Eye For Film >> Movies >> Dreileben 1: Beats Being Dead (2011) Film Review
Dreileben 1: Beats Being Dead
Reviewed by: Anne-Katrin Titze
Christian Petzold's Dreileben Part 1: Beats Being Dead depicts a modern small-town world in all its ennui and greyness and stagnant social order. Events unfold in the midst of a dramatic, yet indifferent, landscape.

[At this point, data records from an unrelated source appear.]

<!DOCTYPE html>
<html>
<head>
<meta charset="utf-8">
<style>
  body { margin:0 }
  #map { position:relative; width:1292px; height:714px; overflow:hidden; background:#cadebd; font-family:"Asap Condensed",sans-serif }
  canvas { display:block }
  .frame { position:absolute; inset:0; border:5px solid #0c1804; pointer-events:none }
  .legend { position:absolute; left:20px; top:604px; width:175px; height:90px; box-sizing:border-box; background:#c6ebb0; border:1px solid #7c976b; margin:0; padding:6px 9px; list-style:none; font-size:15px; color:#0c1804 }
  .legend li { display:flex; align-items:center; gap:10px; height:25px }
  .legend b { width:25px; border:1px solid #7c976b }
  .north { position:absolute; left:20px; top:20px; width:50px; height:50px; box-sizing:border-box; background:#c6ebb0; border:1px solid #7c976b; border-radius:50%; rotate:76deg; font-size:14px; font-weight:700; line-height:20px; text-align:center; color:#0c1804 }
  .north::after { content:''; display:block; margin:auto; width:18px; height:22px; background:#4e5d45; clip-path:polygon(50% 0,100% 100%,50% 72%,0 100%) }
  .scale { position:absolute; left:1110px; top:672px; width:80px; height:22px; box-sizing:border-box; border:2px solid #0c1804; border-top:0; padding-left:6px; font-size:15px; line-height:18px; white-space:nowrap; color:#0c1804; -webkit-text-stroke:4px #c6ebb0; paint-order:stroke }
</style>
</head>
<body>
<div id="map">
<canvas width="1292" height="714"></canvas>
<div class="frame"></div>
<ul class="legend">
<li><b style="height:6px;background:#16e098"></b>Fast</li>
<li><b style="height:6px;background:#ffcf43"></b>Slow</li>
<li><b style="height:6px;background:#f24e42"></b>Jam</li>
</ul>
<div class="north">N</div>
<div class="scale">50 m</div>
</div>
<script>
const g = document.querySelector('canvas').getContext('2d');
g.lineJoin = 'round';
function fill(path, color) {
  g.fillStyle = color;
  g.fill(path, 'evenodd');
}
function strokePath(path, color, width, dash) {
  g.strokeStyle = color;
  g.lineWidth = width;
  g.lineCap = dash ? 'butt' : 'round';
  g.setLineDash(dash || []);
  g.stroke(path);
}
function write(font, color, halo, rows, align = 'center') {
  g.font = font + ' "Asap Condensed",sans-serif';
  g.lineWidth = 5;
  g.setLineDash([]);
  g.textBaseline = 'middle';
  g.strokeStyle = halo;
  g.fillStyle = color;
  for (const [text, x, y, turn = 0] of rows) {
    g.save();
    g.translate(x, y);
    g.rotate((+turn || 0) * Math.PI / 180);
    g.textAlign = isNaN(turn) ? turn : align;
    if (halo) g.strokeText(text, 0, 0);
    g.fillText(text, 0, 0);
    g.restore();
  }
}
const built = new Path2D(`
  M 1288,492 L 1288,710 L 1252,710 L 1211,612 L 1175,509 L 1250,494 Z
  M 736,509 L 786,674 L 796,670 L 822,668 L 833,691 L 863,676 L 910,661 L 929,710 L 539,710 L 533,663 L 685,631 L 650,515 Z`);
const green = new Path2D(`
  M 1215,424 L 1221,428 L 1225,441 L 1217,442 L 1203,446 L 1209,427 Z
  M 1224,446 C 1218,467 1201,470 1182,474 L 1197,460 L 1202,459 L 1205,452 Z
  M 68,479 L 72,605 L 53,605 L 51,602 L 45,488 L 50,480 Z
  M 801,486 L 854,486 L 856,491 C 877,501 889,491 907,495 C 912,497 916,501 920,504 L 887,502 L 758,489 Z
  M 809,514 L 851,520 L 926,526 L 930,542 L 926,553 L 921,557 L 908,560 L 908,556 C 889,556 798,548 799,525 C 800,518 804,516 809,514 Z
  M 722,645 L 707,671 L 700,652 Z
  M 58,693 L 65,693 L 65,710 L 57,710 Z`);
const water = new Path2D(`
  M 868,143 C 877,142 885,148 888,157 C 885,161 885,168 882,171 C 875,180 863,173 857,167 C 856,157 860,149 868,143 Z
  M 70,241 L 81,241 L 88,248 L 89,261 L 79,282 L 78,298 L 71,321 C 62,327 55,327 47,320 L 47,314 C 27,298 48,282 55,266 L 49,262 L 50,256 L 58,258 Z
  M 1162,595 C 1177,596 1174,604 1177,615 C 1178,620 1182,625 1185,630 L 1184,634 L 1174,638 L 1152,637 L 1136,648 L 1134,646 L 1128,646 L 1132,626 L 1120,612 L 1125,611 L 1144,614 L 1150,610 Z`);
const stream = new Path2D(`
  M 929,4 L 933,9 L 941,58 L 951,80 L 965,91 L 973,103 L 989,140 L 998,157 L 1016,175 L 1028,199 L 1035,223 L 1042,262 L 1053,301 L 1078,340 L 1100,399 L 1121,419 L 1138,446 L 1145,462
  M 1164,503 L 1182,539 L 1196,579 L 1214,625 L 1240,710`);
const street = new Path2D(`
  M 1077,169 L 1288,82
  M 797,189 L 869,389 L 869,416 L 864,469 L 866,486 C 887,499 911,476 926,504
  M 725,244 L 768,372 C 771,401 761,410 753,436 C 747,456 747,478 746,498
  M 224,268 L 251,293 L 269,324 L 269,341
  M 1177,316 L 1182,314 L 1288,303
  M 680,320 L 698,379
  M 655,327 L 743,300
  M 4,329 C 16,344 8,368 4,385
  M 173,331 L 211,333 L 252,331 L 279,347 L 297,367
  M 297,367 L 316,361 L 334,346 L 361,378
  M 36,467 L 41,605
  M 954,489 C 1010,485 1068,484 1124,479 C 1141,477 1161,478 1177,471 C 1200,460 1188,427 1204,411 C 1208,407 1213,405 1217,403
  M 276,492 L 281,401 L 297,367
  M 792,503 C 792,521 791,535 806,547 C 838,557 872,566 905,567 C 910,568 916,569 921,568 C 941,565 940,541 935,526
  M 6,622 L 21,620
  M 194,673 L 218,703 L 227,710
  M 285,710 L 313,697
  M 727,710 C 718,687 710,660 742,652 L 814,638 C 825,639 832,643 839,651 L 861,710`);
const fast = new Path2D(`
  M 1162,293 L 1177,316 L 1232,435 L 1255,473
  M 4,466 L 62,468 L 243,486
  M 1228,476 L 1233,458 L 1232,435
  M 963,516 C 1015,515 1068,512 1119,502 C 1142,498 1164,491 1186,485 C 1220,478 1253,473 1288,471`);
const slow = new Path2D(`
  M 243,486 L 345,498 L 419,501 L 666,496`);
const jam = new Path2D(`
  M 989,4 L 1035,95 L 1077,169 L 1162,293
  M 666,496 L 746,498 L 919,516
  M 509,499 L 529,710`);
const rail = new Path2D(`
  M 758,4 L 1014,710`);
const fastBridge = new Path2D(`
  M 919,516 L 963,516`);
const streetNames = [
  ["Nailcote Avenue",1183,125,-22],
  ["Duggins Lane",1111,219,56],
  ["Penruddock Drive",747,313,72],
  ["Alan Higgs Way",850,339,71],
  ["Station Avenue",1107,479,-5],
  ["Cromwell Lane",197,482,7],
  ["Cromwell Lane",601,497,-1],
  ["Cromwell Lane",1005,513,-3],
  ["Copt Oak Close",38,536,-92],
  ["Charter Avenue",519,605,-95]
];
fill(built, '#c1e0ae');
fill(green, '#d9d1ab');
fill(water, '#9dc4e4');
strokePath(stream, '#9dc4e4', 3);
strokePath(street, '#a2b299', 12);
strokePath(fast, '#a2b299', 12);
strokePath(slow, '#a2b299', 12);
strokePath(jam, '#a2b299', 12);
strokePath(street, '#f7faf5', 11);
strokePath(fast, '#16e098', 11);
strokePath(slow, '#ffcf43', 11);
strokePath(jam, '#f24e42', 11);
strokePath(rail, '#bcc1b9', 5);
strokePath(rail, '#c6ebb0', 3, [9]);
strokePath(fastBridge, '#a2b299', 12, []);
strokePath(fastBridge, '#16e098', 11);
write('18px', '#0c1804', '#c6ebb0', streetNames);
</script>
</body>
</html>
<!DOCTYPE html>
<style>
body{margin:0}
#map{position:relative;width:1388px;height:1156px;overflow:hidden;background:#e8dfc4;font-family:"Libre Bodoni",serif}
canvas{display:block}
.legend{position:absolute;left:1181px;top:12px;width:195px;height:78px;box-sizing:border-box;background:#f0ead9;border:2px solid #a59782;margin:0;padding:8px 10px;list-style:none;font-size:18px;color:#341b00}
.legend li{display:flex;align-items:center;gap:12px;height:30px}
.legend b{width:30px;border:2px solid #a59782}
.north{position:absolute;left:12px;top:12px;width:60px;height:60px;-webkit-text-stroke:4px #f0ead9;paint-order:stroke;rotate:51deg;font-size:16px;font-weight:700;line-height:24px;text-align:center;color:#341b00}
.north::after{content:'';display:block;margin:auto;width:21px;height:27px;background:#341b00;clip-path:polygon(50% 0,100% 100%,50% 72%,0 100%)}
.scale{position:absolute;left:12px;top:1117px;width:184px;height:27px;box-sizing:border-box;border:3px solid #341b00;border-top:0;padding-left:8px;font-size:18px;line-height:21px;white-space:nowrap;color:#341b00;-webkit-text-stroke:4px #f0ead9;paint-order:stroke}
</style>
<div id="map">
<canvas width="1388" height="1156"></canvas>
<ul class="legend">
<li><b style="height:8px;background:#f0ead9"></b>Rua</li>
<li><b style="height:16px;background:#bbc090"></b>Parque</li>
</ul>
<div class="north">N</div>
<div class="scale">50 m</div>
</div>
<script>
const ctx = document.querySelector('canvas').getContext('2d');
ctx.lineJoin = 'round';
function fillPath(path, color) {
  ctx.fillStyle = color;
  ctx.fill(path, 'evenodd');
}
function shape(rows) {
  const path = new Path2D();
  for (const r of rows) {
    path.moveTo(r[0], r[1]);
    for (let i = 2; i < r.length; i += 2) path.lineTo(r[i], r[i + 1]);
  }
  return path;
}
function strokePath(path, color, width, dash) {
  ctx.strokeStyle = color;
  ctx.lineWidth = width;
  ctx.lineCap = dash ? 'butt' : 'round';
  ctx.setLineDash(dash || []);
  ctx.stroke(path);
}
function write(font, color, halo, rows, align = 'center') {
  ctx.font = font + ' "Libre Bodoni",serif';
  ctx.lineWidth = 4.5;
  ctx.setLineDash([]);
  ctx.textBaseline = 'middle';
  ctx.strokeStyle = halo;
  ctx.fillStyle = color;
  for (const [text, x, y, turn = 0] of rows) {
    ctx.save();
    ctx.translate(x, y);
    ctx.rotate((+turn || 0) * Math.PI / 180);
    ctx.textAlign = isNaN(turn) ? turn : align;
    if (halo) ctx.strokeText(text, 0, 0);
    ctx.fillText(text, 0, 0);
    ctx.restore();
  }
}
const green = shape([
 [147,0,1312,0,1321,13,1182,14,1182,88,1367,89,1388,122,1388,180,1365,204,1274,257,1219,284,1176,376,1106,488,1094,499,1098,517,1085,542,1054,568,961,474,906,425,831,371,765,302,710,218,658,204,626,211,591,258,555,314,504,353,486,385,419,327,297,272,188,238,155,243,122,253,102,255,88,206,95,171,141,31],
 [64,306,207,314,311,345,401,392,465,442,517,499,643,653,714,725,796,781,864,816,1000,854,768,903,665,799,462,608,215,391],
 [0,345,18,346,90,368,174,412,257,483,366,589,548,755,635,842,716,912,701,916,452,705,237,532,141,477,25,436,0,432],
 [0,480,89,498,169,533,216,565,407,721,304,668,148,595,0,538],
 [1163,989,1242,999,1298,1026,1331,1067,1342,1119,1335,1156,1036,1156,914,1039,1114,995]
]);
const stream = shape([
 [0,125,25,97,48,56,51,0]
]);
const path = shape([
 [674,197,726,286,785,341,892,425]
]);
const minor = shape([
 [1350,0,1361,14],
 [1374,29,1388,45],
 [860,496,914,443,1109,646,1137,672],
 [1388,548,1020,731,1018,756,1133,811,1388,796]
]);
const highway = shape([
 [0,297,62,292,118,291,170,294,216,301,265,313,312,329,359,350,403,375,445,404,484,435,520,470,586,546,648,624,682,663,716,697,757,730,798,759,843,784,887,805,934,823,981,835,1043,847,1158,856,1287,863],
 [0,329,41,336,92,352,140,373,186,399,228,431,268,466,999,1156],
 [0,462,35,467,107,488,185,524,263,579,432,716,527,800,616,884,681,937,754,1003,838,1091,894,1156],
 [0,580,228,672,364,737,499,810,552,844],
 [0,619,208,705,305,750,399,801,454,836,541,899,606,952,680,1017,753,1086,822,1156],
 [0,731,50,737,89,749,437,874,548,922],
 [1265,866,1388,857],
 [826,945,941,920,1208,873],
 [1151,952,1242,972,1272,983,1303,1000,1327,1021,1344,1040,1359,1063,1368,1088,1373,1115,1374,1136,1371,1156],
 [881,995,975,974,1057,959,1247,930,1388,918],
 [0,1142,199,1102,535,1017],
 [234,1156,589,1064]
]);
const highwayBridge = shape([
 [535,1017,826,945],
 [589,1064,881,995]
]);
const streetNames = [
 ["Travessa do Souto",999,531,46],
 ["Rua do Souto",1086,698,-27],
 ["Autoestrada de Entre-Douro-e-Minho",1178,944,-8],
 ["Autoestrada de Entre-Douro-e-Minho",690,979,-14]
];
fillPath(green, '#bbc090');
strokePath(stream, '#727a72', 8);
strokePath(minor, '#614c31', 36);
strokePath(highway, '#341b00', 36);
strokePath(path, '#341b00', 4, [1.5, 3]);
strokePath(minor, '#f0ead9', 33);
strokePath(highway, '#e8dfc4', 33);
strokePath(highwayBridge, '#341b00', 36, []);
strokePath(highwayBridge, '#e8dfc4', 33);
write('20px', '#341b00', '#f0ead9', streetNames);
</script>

The film's title translated means "three lives", and is the name of a small town in the Thuringia forest in former East Germany, which provides the location for this trilogy of films made by three different directors in disparate styles. The police investigation for an escaped mental patient and sex offender in the area ties the stories loosely together.
Johannes (Jacob Matschenz) is an intern in the local hospital. He works at the weekends, the head physician's daughter is his ex-girlfriend and in his room at the nurses' home, he has postcards from America. Johannes takes a swim in the lake, then falls asleep naked in the grass. When he wakes up, it is night and a group of youngsters on motorcycles are arguing, leaving a girl behind half naked. This is how Johannes meets Ana (Luna Mijov), who is a refugee from Bosnia and works as a chambermaid in the local hotel. There is also another man in the forest that night.
In the same spirit as Jerichow (2008), Yella (2007) and Ghosts (2005), Petzold exposes the social machinations behind the seemingly simple love stories. He follows the protagonists to their jobs and beyond. Surveillance camera images are important tools in Petzold's storytelling. The maids come to work dressed in yellow, through the back gate. The intern at the hospital has to undress and collect the laundry from a disturbed homeless woman. A party at the golf club is where Ana wants to go, dressed in red, she burns her competition.
Walks in the forest, where the escaped sex offender might be lurking and police with dogs are ever present. Some of the motifs are obvious, such as the the use of the song Cry Me A River, while some scenes only expose their relevance after seeing all three parts of the trilogy. It's not as straight forward a police investigation as in Nuri Bilge Ceylan's elegiac Once Upon a Time in Anatolia (2011).
Ana, who lives with her mother and little brother in a small apartment and seems to be the only one supporting the family financially, connects Johannes with the guests at the hotel. "You all drink tea," she says, "the guests drink tea all day, like idiots." There are some visual references to Krzysztof Kieslowski, master of the Three Colours trilogy. A poster for "Coffee To Go" with a girl blowing a kiss mirrors the billboard in Red (1994).
Johannes wants to go to medical school in Los Angeles, Ana wants to come with him and quits her job right away. Johannes apologises non-stop. Caught between two women, will he move socially up, or down?
LA turns out to be a fantasy that aims to impress, Johannes imagines himself coming back, dressed in white. Unlike Audrey Hepburn in Billy Wilder's Sabrina (1954), it is difficult to root for him.